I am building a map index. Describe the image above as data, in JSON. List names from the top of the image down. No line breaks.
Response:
* * *
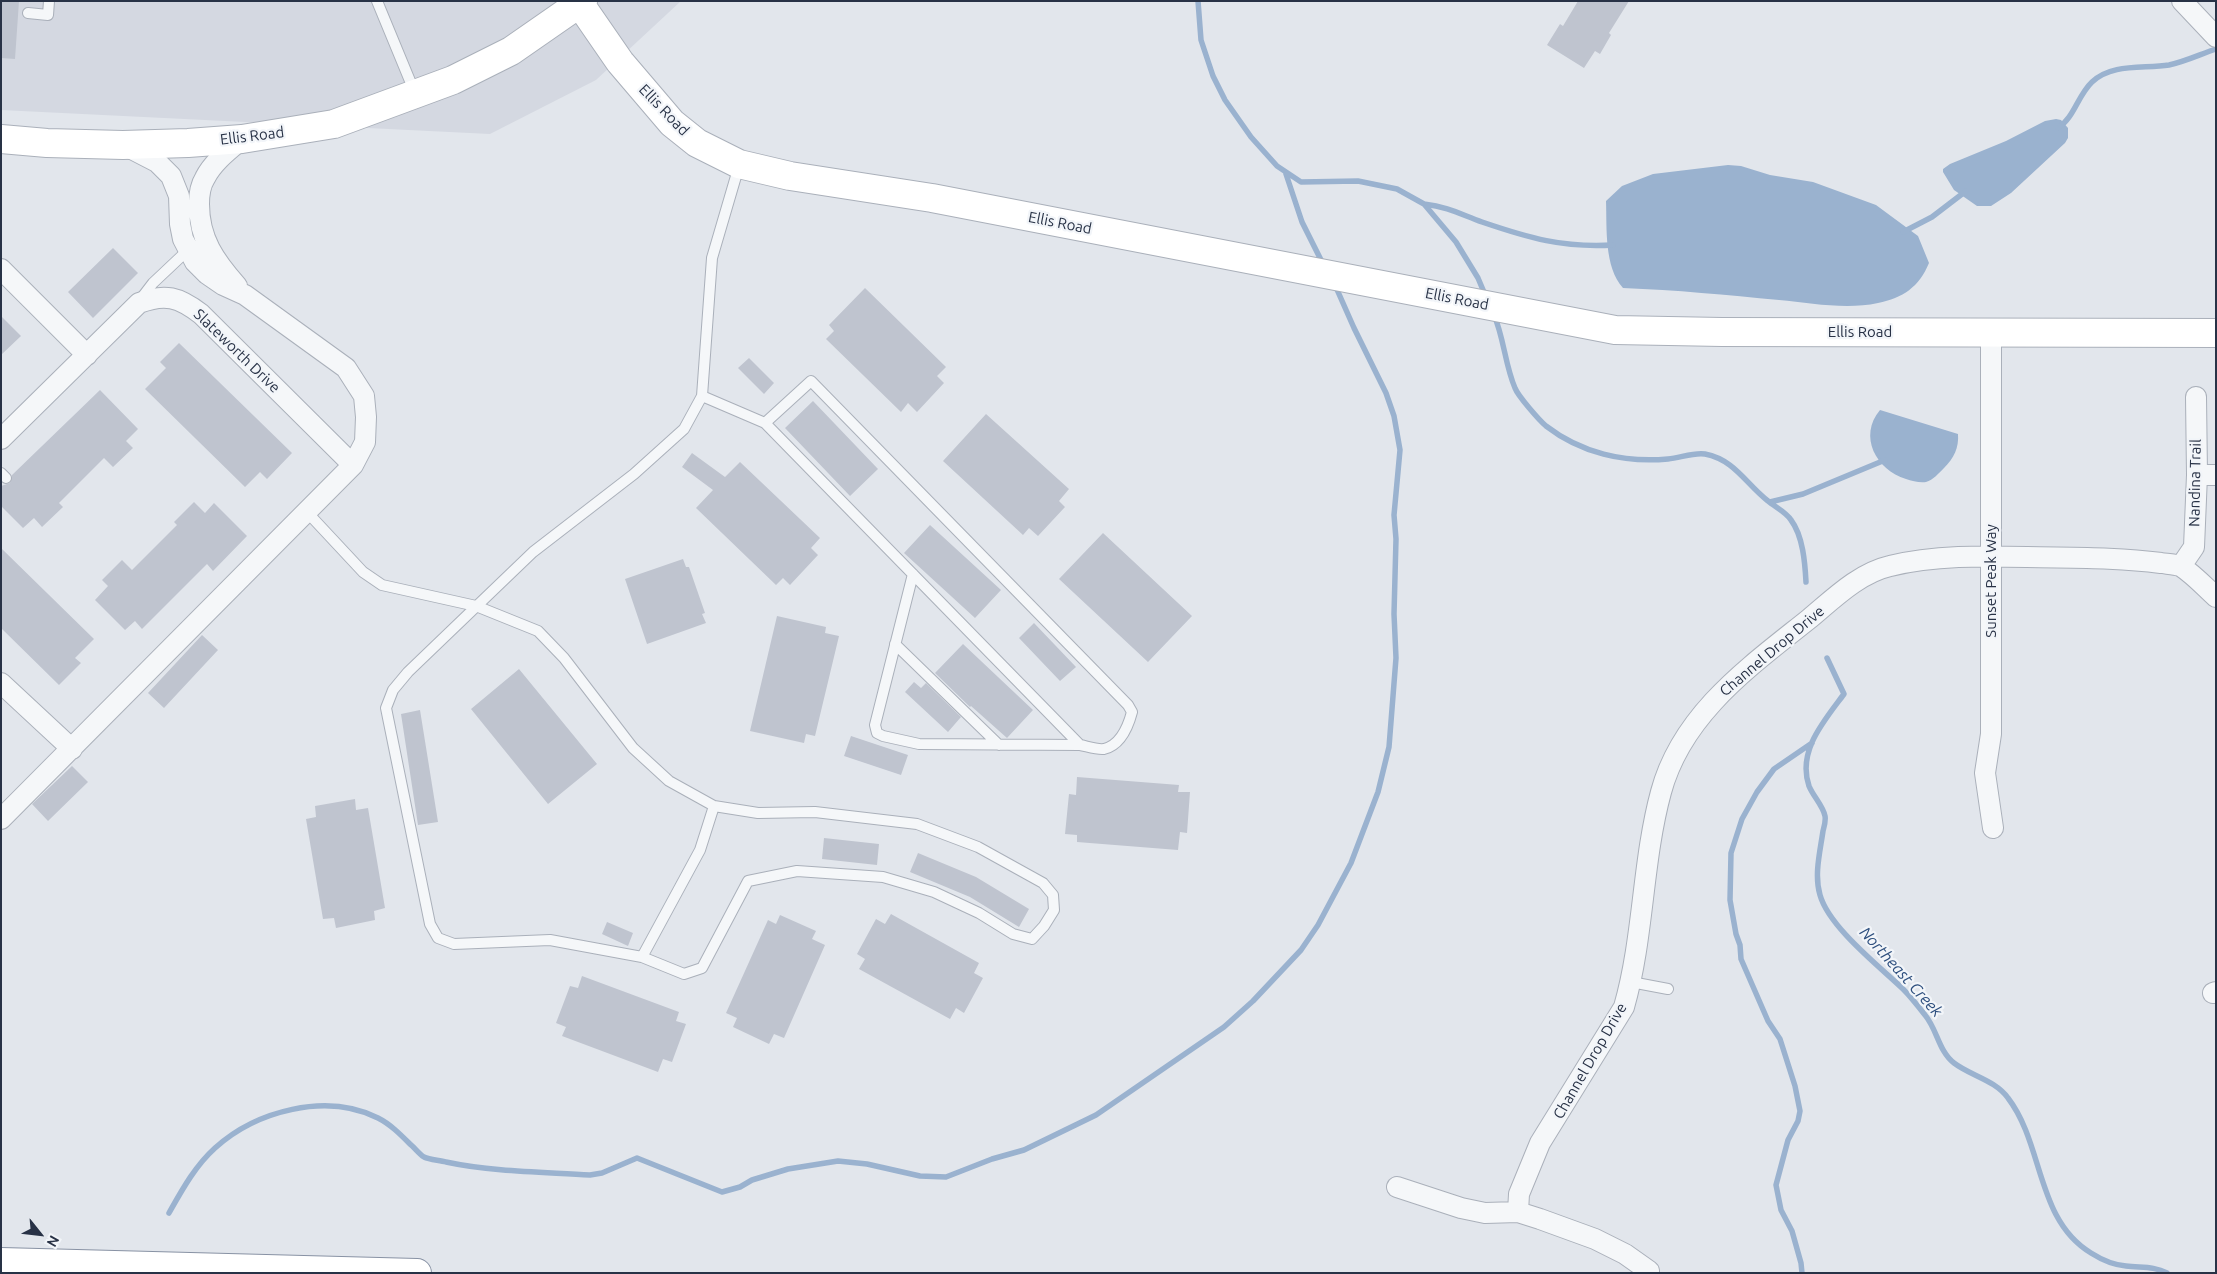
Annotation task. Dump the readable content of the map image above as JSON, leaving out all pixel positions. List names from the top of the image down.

— HOW TO COMPLETE THIS TASK —
Check each line of the records for the word "names" and extract those that contain it.

— ANSWER SPACE —
I am building a map index. Describe the image above as data, in JSON. List names from the top of the image down. No line breaks.
Annotation task. Dump the readable content of the map image above as JSON, leaving out all pixel positions. List names from the top of the image down.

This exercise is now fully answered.